== Data shown
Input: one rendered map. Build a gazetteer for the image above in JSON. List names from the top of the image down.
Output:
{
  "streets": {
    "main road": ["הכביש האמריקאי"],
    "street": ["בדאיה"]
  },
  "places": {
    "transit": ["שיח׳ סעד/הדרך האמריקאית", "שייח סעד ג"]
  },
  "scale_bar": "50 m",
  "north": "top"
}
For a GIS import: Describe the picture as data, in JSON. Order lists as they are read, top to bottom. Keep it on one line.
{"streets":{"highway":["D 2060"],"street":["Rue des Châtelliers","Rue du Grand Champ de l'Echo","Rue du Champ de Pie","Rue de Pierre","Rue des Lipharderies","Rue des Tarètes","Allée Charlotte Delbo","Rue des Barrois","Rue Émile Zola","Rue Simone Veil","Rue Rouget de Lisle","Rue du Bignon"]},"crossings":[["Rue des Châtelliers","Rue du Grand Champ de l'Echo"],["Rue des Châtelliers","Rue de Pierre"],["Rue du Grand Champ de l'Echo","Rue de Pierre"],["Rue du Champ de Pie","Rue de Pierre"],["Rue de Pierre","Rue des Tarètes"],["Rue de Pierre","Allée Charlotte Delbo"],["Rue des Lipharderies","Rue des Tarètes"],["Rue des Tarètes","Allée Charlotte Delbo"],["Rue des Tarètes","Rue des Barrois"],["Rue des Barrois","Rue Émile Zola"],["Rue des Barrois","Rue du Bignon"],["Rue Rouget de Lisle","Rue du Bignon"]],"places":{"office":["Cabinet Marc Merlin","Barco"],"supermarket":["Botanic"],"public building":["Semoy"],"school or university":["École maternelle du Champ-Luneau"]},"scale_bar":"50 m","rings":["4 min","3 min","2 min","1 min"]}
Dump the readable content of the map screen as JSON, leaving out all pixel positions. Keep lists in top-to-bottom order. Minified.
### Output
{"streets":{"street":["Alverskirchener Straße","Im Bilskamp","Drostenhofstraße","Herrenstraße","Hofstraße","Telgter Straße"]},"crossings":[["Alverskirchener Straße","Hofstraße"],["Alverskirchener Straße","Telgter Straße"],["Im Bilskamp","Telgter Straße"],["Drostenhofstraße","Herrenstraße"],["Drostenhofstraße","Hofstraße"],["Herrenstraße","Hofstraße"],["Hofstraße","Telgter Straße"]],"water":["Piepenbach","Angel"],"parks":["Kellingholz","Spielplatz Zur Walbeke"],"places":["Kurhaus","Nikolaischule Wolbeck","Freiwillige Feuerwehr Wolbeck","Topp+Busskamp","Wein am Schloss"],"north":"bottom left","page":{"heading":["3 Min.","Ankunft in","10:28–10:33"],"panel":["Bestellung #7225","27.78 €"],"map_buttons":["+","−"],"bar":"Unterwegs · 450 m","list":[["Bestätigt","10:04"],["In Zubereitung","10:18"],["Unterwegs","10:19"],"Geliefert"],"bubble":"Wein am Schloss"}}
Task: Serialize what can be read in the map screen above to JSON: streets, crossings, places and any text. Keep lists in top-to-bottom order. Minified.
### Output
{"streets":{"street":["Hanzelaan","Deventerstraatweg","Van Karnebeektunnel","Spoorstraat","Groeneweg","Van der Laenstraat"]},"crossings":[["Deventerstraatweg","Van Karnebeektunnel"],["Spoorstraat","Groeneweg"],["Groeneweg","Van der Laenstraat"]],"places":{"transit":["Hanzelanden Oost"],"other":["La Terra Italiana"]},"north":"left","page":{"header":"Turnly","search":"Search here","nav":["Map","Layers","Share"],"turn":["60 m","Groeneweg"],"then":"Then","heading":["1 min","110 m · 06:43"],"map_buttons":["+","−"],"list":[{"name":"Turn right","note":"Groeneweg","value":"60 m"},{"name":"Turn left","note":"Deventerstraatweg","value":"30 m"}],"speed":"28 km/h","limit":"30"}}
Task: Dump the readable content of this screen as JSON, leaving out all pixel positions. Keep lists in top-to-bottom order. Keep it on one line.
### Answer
====
Your assignment
Each record above is to be given again without any change to its wording.

Result below
Input: one rendered map. Build a gazetteer for the image above in JSON. List names from the top of the image down.
Output:
{
  "streets": {
    "main road": ["הכביש האמריקאי"],
    "street": ["בדאיה"]
  },
  "places": {
    "transit": ["שיח׳ סעד/הדרך האמריקאית", "שייח סעד ג"]
  },
  "scale_bar": "50 m",
  "north": "top"
}
For a GIS import: Describe the picture as data, in JSON. Order lists as they are read, top to bottom. Keep it on one line.
{"streets":{"highway":["D 2060"],"street":["Rue des Châtelliers","Rue du Grand Champ de l'Echo","Rue du Champ de Pie","Rue de Pierre","Rue des Lipharderies","Rue des Tarètes","Allée Charlotte Delbo","Rue des Barrois","Rue Émile Zola","Rue Simone Veil","Rue Rouget de Lisle","Rue du Bignon"]},"crossings":[["Rue des Châtelliers","Rue du Grand Champ de l'Echo"],["Rue des Châtelliers","Rue de Pierre"],["Rue du Grand Champ de l'Echo","Rue de Pierre"],["Rue du Champ de Pie","Rue de Pierre"],["Rue de Pierre","Rue des Tarètes"],["Rue de Pierre","Allée Charlotte Delbo"],["Rue des Lipharderies","Rue des Tarètes"],["Rue des Tarètes","Allée Charlotte Delbo"],["Rue des Tarètes","Rue des Barrois"],["Rue des Barrois","Rue Émile Zola"],["Rue des Barrois","Rue du Bignon"],["Rue Rouget de Lisle","Rue du Bignon"]],"places":{"office":["Cabinet Marc Merlin","Barco"],"supermarket":["Botanic"],"public building":["Semoy"],"school or university":["École maternelle du Champ-Luneau"]},"scale_bar":"50 m","rings":["4 min","3 min","2 min","1 min"]}
Dump the readable content of the map screen as JSON, leaving out all pixel positions. Keep lists in top-to-bottom order. Minified.
### Output
{"streets":{"street":["Alverskirchener Straße","Im Bilskamp","Drostenhofstraße","Herrenstraße","Hofstraße","Telgter Straße"]},"crossings":[["Alverskirchener Straße","Hofstraße"],["Alverskirchener Straße","Telgter Straße"],["Im Bilskamp","Telgter Straße"],["Drostenhofstraße","Herrenstraße"],["Drostenhofstraße","Hofstraße"],["Herrenstraße","Hofstraße"],["Hofstraße","Telgter Straße"]],"water":["Piepenbach","Angel"],"parks":["Kellingholz","Spielplatz Zur Walbeke"],"places":["Kurhaus","Nikolaischule Wolbeck","Freiwillige Feuerwehr Wolbeck","Topp+Busskamp","Wein am Schloss"],"north":"bottom left","page":{"heading":["3 Min.","Ankunft in","10:28–10:33"],"panel":["Bestellung #7225","27.78 €"],"map_buttons":["+","−"],"bar":"Unterwegs · 450 m","list":[["Bestätigt","10:04"],["In Zubereitung","10:18"],["Unterwegs","10:19"],"Geliefert"],"bubble":"Wein am Schloss"}}
Task: Serialize what can be read in the map screen above to JSON: streets, crossings, places and any text. Keep lists in top-to-bottom order. Minified.
### Output
{"streets":{"street":["Hanzelaan","Deventerstraatweg","Van Karnebeektunnel","Spoorstraat","Groeneweg","Van der Laenstraat"]},"crossings":[["Deventerstraatweg","Van Karnebeektunnel"],["Spoorstraat","Groeneweg"],["Groeneweg","Van der Laenstraat"]],"places":{"transit":["Hanzelanden Oost"],"other":["La Terra Italiana"]},"north":"left","page":{"header":"Turnly","search":"Search here","nav":["Map","Layers","Share"],"turn":["60 m","Groeneweg"],"then":"Then","heading":["1 min","110 m · 06:43"],"map_buttons":["+","−"],"list":[{"name":"Turn right","note":"Groeneweg","value":"60 m"},{"name":"Turn left","note":"Deventerstraatweg","value":"30 m"}],"speed":"28 km/h","limit":"30"}}
Task: Dump the readable content of this screen as JSON, leaving out all pixel positions. Keep lists in top-to-bottom order. Keep it on one line.
### Answer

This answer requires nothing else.